The aim of this vignette is to document and illustrate the typical workflow needed for the production of plots using the tlf-library.

1.2. Libraries

The main purpose of the tlf-library is to standardize the production of ggplot objects from data produced by the OSPSuiteR package. As such, tlf-library requires that the ggplot2 package be installed.

1.3. `tlf` typical workflow

The suggested workflow for producing any kind of plot with the tlf-library is illustrated in the figure below.

The standard workflow then proceeds as follows:

Step 0 - Data gathering. Gather the data into tidy data.frame format.

Step 1 - Data pre-processing Pre-process the data using AggregationSummary class.

Step 2 - Data grouping Use the GroupMapping class to specify groupings according to which the data will be captioned in figure legends.

Step 3 - Data mapping.

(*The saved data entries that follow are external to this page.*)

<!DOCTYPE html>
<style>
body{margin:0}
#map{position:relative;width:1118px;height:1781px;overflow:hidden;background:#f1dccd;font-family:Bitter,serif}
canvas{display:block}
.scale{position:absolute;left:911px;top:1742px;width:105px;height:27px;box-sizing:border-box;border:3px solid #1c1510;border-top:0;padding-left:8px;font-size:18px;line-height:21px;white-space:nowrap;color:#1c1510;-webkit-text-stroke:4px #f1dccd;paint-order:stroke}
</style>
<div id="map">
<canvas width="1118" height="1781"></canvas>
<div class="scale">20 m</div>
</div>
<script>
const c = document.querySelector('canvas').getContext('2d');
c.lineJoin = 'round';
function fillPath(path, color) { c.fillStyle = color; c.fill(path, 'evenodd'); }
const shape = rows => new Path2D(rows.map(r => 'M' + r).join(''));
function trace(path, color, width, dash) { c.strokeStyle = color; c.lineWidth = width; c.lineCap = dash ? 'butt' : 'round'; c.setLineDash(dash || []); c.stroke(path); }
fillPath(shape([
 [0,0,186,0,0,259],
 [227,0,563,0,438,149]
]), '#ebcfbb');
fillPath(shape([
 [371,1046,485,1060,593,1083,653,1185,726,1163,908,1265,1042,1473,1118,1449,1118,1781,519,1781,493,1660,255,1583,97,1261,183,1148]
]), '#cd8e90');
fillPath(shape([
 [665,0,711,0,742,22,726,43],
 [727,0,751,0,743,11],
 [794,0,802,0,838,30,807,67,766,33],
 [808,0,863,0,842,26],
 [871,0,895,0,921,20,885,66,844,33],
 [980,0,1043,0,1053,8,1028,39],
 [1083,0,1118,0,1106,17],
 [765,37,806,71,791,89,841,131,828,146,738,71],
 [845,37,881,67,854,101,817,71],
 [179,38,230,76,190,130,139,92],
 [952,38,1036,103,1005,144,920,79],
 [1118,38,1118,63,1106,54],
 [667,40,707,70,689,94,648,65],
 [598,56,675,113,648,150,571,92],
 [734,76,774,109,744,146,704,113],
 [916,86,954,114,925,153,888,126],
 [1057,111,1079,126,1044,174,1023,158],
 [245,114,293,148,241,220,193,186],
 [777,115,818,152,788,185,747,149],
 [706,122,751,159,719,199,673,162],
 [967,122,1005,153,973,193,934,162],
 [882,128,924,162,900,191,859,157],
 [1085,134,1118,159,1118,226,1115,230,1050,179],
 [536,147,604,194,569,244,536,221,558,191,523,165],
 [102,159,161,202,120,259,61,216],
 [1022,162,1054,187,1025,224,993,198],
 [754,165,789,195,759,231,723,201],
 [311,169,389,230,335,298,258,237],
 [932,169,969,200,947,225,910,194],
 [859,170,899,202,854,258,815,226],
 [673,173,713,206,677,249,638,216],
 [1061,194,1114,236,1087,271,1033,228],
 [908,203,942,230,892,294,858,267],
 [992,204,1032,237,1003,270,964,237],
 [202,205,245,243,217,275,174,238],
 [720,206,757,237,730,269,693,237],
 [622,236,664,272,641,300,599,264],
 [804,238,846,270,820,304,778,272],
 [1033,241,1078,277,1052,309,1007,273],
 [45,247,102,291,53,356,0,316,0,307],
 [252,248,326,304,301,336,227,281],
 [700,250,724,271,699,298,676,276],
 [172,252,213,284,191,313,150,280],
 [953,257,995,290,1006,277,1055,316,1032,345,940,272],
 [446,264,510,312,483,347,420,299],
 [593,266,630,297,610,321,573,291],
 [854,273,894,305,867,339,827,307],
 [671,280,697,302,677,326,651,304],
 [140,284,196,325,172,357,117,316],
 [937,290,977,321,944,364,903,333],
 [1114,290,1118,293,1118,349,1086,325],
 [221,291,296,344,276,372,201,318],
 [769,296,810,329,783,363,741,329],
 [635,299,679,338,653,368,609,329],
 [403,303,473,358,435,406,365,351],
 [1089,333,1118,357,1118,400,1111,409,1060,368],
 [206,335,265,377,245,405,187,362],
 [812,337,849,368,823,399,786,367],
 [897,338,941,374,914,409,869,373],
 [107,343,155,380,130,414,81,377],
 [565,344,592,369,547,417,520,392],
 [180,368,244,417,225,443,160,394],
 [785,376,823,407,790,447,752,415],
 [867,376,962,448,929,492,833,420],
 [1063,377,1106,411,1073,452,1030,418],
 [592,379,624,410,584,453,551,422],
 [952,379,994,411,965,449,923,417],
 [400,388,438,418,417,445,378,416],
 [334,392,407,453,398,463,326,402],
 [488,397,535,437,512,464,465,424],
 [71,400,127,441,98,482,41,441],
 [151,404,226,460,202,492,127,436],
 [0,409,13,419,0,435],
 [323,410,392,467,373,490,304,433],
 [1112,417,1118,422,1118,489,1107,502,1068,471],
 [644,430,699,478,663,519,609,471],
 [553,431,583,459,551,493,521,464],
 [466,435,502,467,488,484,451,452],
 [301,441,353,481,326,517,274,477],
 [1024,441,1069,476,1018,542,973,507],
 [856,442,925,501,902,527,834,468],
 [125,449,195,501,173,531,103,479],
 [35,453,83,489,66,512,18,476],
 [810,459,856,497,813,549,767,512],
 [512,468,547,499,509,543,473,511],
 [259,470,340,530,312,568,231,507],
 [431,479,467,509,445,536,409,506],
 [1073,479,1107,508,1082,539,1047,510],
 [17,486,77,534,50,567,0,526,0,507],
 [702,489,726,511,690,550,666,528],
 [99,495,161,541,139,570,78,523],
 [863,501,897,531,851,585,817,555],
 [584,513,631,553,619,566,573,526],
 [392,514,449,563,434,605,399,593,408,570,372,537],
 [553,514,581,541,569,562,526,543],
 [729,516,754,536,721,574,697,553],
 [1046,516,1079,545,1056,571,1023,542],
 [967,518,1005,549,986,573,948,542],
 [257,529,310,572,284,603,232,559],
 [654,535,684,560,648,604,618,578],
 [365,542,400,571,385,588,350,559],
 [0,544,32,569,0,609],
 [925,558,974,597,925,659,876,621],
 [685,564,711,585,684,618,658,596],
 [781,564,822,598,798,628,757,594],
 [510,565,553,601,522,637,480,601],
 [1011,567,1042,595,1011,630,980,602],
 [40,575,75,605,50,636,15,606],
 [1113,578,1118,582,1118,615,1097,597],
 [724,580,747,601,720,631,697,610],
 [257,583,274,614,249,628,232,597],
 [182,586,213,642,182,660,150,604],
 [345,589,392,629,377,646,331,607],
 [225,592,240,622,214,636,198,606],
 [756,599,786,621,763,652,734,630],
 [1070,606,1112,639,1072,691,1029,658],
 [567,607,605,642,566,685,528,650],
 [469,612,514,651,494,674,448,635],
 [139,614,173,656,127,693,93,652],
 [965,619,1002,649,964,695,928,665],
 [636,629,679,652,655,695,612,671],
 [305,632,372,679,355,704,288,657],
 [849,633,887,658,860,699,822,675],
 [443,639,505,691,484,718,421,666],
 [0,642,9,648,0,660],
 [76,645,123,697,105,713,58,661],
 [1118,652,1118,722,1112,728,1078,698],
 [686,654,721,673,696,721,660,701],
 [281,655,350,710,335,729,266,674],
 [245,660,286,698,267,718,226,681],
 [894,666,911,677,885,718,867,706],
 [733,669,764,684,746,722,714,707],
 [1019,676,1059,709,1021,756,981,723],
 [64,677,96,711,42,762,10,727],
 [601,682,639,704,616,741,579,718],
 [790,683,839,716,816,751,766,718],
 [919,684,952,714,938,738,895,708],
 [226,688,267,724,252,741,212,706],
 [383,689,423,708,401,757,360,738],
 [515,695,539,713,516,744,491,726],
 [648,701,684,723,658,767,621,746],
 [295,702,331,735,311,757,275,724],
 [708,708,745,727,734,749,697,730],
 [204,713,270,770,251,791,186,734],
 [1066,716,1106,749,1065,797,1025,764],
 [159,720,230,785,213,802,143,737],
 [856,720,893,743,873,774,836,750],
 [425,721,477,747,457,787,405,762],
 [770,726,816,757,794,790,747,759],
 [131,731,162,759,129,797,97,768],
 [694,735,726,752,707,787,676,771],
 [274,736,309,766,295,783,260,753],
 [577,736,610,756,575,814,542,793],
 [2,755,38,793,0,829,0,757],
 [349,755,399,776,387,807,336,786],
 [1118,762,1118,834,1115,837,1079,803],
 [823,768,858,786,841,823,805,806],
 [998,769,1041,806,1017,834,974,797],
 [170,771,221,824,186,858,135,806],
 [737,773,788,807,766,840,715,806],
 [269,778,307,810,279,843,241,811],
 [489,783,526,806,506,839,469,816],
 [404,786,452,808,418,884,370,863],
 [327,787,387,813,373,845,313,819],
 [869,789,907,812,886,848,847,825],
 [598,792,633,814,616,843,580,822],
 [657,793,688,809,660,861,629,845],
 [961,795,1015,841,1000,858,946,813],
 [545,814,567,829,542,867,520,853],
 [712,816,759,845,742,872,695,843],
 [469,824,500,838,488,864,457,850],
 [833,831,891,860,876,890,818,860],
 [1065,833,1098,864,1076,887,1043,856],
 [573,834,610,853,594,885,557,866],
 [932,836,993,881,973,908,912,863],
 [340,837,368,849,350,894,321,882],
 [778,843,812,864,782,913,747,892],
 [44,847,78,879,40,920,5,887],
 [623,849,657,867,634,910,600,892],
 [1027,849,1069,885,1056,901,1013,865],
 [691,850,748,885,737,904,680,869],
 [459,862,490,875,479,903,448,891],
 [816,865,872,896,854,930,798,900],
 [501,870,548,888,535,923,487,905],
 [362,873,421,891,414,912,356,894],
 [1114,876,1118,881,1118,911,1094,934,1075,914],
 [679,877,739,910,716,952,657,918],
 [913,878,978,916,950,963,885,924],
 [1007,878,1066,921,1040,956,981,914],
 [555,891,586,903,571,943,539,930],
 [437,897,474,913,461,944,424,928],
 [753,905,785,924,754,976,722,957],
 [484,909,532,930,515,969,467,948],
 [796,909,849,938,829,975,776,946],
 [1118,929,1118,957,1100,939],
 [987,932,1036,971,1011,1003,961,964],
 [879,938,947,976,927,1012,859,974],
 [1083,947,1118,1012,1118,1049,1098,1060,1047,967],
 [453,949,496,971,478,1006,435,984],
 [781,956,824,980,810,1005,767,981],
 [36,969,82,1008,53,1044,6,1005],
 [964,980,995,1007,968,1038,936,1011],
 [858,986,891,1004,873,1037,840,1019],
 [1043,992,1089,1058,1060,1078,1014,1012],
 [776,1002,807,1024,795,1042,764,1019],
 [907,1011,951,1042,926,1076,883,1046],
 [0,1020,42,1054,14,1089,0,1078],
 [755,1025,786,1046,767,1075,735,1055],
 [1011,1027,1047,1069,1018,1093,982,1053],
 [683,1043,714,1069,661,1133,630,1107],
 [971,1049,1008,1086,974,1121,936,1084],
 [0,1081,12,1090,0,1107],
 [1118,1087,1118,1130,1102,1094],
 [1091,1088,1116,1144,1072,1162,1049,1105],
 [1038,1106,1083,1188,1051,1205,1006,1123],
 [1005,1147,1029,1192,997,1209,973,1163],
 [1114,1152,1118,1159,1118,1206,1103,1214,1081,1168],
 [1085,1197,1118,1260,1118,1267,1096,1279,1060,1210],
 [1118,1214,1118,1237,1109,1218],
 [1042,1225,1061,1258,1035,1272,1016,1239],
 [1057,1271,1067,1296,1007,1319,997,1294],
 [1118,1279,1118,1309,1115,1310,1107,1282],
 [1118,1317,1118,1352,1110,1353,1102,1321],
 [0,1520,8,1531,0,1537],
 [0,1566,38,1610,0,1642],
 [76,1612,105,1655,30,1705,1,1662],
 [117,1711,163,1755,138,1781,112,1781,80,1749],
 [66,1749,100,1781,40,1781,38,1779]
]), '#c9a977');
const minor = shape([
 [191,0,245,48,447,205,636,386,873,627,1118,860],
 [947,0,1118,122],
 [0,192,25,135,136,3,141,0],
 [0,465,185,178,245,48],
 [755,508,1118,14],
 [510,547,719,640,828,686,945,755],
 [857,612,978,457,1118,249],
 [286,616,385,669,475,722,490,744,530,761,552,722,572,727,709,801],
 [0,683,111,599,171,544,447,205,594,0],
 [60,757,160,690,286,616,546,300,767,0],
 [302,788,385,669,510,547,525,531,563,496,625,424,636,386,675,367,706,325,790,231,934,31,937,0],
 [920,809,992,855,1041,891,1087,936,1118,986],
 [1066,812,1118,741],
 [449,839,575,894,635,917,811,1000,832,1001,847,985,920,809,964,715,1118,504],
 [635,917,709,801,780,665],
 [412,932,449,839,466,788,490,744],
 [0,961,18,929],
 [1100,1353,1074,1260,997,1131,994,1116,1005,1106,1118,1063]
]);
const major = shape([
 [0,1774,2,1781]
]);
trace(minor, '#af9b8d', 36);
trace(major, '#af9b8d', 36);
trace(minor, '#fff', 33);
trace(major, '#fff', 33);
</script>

Use the DataMapping class to select the independent and dependent variables of the processed data as well as the aesthetics that will be used to differentiate between the groupings of the data that were specified in step 2.

Step 4 - Plot configuration Set the PlotConfiguration object which will define settings of the plot such as axis labeling, font sizes, and watermarks.

Step 5 - Plot generation Create a ggplot object from the above classes using the dedicated plotting function.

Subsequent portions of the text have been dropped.